Since the beginning of the Kirchner era, Argentina has aligned itself with governments that represented the so-called “pink tide,” a wave of Latin American leftist leaders such as former Venezuelan President Hugo Chávez and former Brazilian President Lula da Silva. Together they promoted the integration of the regional market and the strengthening of Mercosur.
Second stage of Kirchnerism, the birth of a political clan
After Néstor Kirchner at the Casa Rosada, his wife Cristina Fernández followed. Since Néstor’s term, she was already emerging as a presidential candidate, the best candidate to continue the legacy of Kirchnerism. During Cristina’s first term (2007-2011), ‘commodities’ continued to play a fundamental role.
Soybeans, which became the main crop in Argentina, reached a record harvest of 52 million tons in the 2009-2010 season, later surpassed by the harvest of the 2014-2015 cycle, which presented a production of 61.4 million tons. tons. The agricultural sector and minor crops, such as rice and barley, grew steadily during Cristina’s two terms.
However, Argentina’s GDP began to suffer during Cristina’s second term (2011-2015) and the economy was bouncing and falling. GDP it grew in 2013 (2.4%) and 2015 (2.7%), but fell in 2012 (-1%) and 2014 (-2.5%).
In addition, it left inflation of 26.9% according to data from the General Directorate of Statistics and Census of the City of Buenos Aires (18.5%, according to INDEC at that time), and poverty of 30%, according to the Observatory of the Social Debt of the Argentine Catholic University.

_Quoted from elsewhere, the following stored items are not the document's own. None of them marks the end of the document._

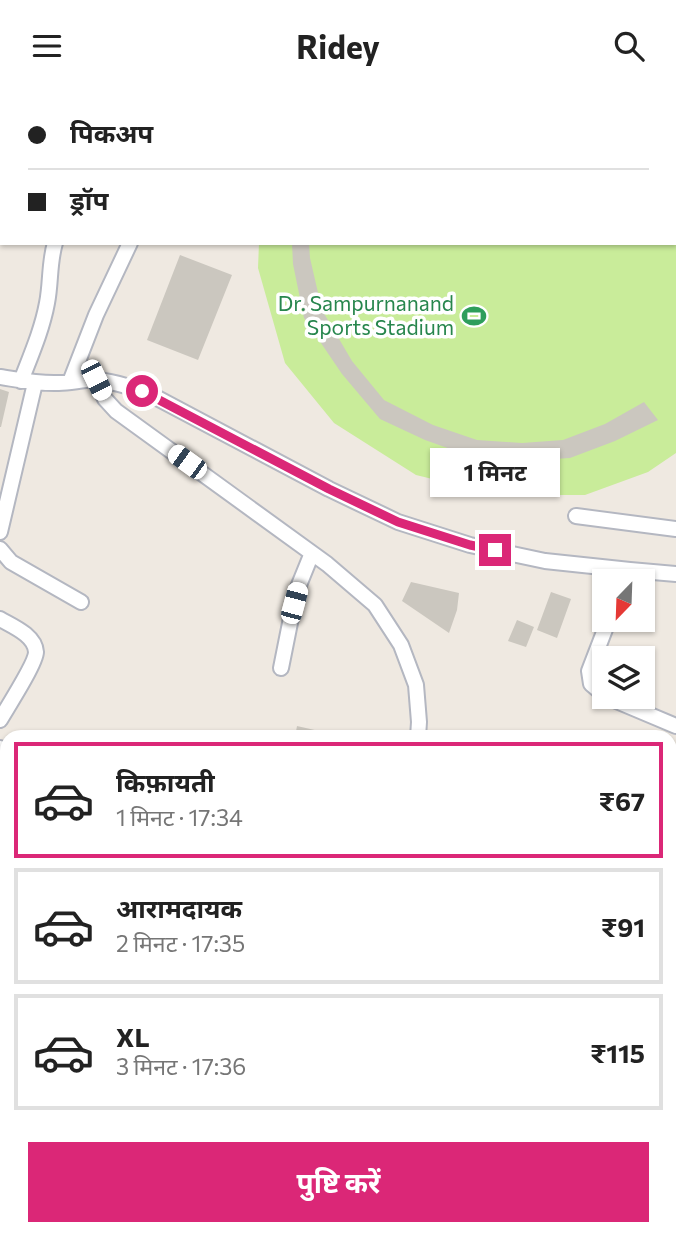 <!DOCTYPE html>
<html lang="hi">
<head>
<meta charset="utf-8">
<style>
	:root { --surface:#fff; --page:#f2f2f2; --text:#222; --muted:#767676; --line:#e0e0e0; --accent:#db2777 }
	body { margin:0; font-family:Commissioner,"Noto Sans Devanagari",sans-serif; background:var(--page); color:var(--text); height:100vh; display:flex; flex-direction:column; font-size:26px; white-space:nowrap }
	* { box-sizing:border-box; margin:0 }
	p { font-size:23px; color:var(--muted) }
	.icon { flex:none; width:38px; height:38px; fill:none; stroke:currentColor; stroke-width:2; stroke-linecap:round; stroke-linejoin:round }
	.map { position:relative; flex:1; overflow:hidden }
	.sheet { position:absolute; left:0px; top:639px; width:677px; height:506px; display:flex; flex-direction:column; background:var(--surface); border-radius:21px 21px 0 0; box-shadow:0 2px 5px #0004 }
	.sheet>* { flex:none }
	.guide { position:absolute; left:0px; top:0px; width:677px; height:154px; box-shadow:0 2px 5px #0004; display:grid; align-content:center; height:154px; padding:0 28px; background:var(--surface) }
	.needle { width:46px; rotate:203deg }
	.fabs { position:absolute; left:592px; top:478px; display:grid; gap:14px }
	.fabs a { display:grid; place-items:center; width:63px; height:63px; border-radius:0px; background:var(--surface); box-shadow:0 2px 5px #0004; font-size:35px }
	.end { position:absolute; width:32px; height:32px; margin:-16px; border:9px solid #db2777; background:#fff; box-shadow:0 0 0 4px #fff }
	.from { border-radius:50% }
	.bubble { position:absolute; height:49px; border-radius:0px; background:var(--surface); box-shadow:0 2px 5px #0004; font-size:23px; font-weight:700; line-height:49px; text-align:center }
	.car { position:absolute; width:21px; height:42px; margin:-21px -10px; border-radius:9px; box-shadow:0 0 5px 2px #0007; background:linear-gradient(#fff 24%,#345 0 40%,#fff 0 76%,#345 0 86%,#fff 0) }
	.guide b { display:flex; align-items:center; gap:24px; height:66px; font-size:26px }
	.guide b+b { border-top:2px solid var(--line) }
	.guide i { width:18px; height:18px; background:var(--text) }
	ul { padding:12px 0 0; list-style:none }
	li { display:flex; align-items:center; gap:21px; height:116px; margin:0 14px 10px; padding:0 14px; border:4px solid var(--line); border-radius:0px }
	li div { flex:1 }
	li b { display:block; font-size:26px }
	li em { font-style:normal; font-weight:700 }
	li.selected { border-color:var(--accent) }
	li>.icon { width:63px; height:63px; stroke-width:1.5 }
	.action { display:flex; gap:14px; margin-top:auto; padding:14px 28px }
	.action a { flex:1; height:80px; border-radius:0px; background:var(--accent); color:#fff; font-size:28px; font-weight:700; line-height:80px; text-align:center }
	header { display:flex; justify-content:space-between; align-items:center; height:91px; padding:0 28px; background:var(--surface); font-size:32px; font-weight:700 }
	.map>svg:first-child { display:block }
	.pitch { fill:#c9ec9a }
	.building { fill:#cbc7bf }
	.lines { fill:none; stroke-linecap:round; stroke-linejoin:round }
	.minor-casing { stroke:#b4b7c1; stroke-width:18 }
	.tertiary-casing { stroke:#b4b7c1; stroke-width:21 }
	.minor { stroke:#fff; stroke-width:14 }
	.tertiary { stroke:#fff; stroke-width:18 }
	.route { stroke:#db2777; stroke-width:9 }
	.labels { text-anchor:middle; stroke-width:7; stroke-linejoin:round; paint-order:stroke }
	.leisure-label { font-size:21px; fill:#27864d; stroke:#fff; text-anchor:end }
</style>
</head>
<body>
<header><svg class="icon" aria-label="menu" viewBox="0 0 24 24"><path d="M4 6h16M4 12h16M4 18h16"/></svg>Ridey<svg class="icon" aria-label="search" viewBox="0 0 24 24"><circle cx="10" cy="10" r="6"/><path d="M15 15l6 6"/></svg></header>
<div class="map">
<svg width="676" height="1143" viewBox="0 0 676 1143">
	<rect width="100%" height="100%" fill="#efe9e1"/>
	<path class="pitch" d="M 231,0 L 676,0 L 676,362 L 648,381 L 585,404 L 498,404 L 416,384 L 334,332 L 285,272 L 258,177 L 259,152 L 676,152 L 676,2 L 230,2 Z"/>
	<path class="building" d="M 292,152 L 309,152 L 310,167 L 322,219 L 352,270 L 384,309 L 433,334 L 477,349 L 522,352 L 563,349 L 605,333 L 644,311 L 658,329 L 615,350 L 570,367 L 521,370 L 473,366 L 425,349 L 380,328 L 342,283 L 304,227 L 293,173 Z
		M 180,164 L 232,184 L 198,269 L 147,249 Z
		M 0,298 L 9,301 L 1,336 L 0,336 Z
		M 411,491 L 459,502 L 457,519 L 449,542 L 402,510 Z
		M 551,501 L 571,508 L 557,547 L 537,539 Z
		M 517,529 L 534,536 L 526,556 L 508,550 Z
		M 297,635 L 341,645 L 341,646 L 295,646 Z"/>
	<g class="lines">
		<g class="minor-casing">
			<path id="minor" d="M 0,286 C 20,289 39,293 59,292 C 72,292 85,288 97,289 C 119,291 140,299 159,308 L 329,398 L 398,431 L 470,454 L 545,470 L 630,479 L 676,483
				M 96,289 L 105,308 L 116,320 L 327,473 L 375,514 L 401,554 L 416,594 L 419,631 L 418,646
				M 21,290 C 31,264 42,239 47,212 C 51,192 49,172 55,152
				M 70,291 L 96,224 L 130,152
				M 576,425 L 676,438
				M 0,441 L 35,292
				M 0,458 L 11,471 L 81,511
				M 0,528 C 12,535 35,544 36,561 C 36,572 7,617 0,629
				M 281,577 L 294,512 L 299,494 L 312,462
				M 604,604 L 591,593 L 589,580 L 609,528
				M 607,606 L 676,635
				M 0,657 L 7,660
				M 670,703 L 676,691
				M 670,762 L 676,764
				M 0,792 L 7,795
				M 670,880 L 676,883
				M 670,1051 L 676,1054
				M 63,1143 L 66,1138
				M 222,1143 L 225,1138"/>
		</g>
		<g class="tertiary-casing">
			<path id="tertiary" d="M 0,977 L 7,986
				M 325,1138 L 386,1143"/>
		</g>
		<use href="#minor" class="minor"/>
		<use href="#tertiary" class="tertiary"/>
	</g>
	<g class="lines">
		<path class="route" d="M 142,300 L 329,398 L 398,431 L 470,454 L 495,459"/>
	</g>
	<defs>
		<g id="stadium-bare" transform="scale(1.89)"><path d="M0-5a6.5 5 0 1 0 0 10a6.5 5 0 1 0 0-10ZM-3.5-1.8h7v3.6h-7Z" fill="#2e9e5b" stroke="#fff" stroke-width="2.5" paint-order="stroke"/></g>
	</defs>
	<g fill-rule="evenodd">
		<use href="#stadium-bare" x="474" y="225"/>
	</g>
	<g class="labels">
		<g class="leisure-label">
			<text x="454" y="220">Dr. Sampurnanand<tspan x="454" dy="24">Sports Stadium</tspan></text>
		</g>
	</g>
</svg>
<div class="fabs">
<a><svg class="needle" viewBox="-14 -14 28 28"><path d="M0-13l5 13h-10z" fill="#e53935"/><path d="M0 13l5-13h-10z" fill="#767676"/></svg></a>
<a><svg class="icon" aria-label="layers" viewBox="0 0 24 24"><path d="M12 4l9 5-9 5-9-5zM3 14l9 5 9-5"/></svg></a>
</div>
<i class="end from" style="left:142px;top:300px"></i>
<i class="end" style="left:495px;top:459px"></i>
<div class="bubble" style="left:430px;top:357px;width:130px">1 मिनट</div>
<i class="car" style="left:96px;top:289px;rotate:154deg"></i>
<i class="car" style="left:187px;top:371px;rotate:306deg"></i>
<i class="car" style="left:294px;top:512px;rotate:15deg"></i>
<div class="guide">
<b><i class="from"></i>पिकअप</b>
<b><i></i>ड्रॉप</b>
</div>
<section class="sheet">
<ul>
<li class="selected"><svg class="icon" aria-label="car" viewBox="0 0 24 24"><path d="M5 17H2v-5l4-1 3-4h7l3 4 3 1v5h-3M9 17h6M6 11h13"/><circle cx="7" cy="17" r="2"/><circle cx="17" cy="17" r="2"/></svg><div><b>किफ़ायती</b><p>1 मिनट · 17:34</p></div><em>₹67</em></li>
<li><svg class="icon" aria-label="car" viewBox="0 0 24 24"><path d="M5 17H2v-5l4-1 3-4h7l3 4 3 1v5h-3M9 17h6M6 11h13"/><circle cx="7" cy="17" r="2"/><circle cx="17" cy="17" r="2"/></svg><div><b>आरामदायक</b><p>2 मिनट · 17:35</p></div><em>₹91</em></li>
<li><svg class="icon" aria-label="car" viewBox="0 0 24 24"><path d="M5 17H2v-5l4-1 3-4h7l3 4 3 1v5h-3M9 17h6M6 11h13"/><circle cx="7" cy="17" r="2"/><circle cx="17" cy="17" r="2"/></svg><div><b>XL</b><p>3 मिनट · 17:36</p></div><em>₹115</em></li>
</ul>
<div class="action"><a>पुष्टि करें</a></div>
</section>
</div>
</body>
</html>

In political matters, Cristina’s Kirchnerism was perceived as polarizing by her critics due to the appropriation of claims from historical social struggles, such as the search for the truth about the disappearance of children during the Jorge Videla dictatorship, were Cristina’s flagship issues, who launched a close relationship with the representatives of The Grandmothers of Plaza de Mayo Civil Association, an Argentine human rights organization whose purpose is to locate and return to their legitimate families the children who disappeared from the dictatorship.
In turn, a fierce battle between Cristina and the media, and the strange death of prosecutor Alberto Nisman, who was investigating her for her alleged cover-up of the Iranian case in the terrorist attack on the AMIA Jewish headquarters in Buenos Aires in 1994, made that Cristina Fernández de Kirchner had a fluctuating public image and that Argentines decided in 2015 to vote in the presidential elections for the first time against Kirchnerism.
End of the golden stage of the Kirchner era
The government of right-wing Mauricio Macri (2015-2019) interrupted the Kirchner era in executive power. However, it served as a reoxygenation of Kirchnerism headed by Cristina Fernández from a fierce opposition to Macri’s neoliberal policies, especially the million-dollar loan requested from the International Monetary Fund (IMF) to rescue an Argentine economy that was sinking in inflation.
Of the four years of Macri’s mandate, three were recessive and only in 2017 there was a growth of 2.8%. The leader of Juntos por el Cambio, a center-right coalition, registered high levels of inflation (53.8% when he left the government, according to INDEC).
The economic situation in Argentina has only worsened in the last six years despite the return of a new version of Kirchnerism to power with Cristina Fernández as Alberto Fernández’s vice-presidential ticket.
The last defeat for Cristina and for Kirchnerism was the decision of a criminal court in Argentina that sentenced the vice president of the country to six years in prison for the crime of fraudulent administration during the 12 years that she and her late husband, former president Néstor Kirchner, governed.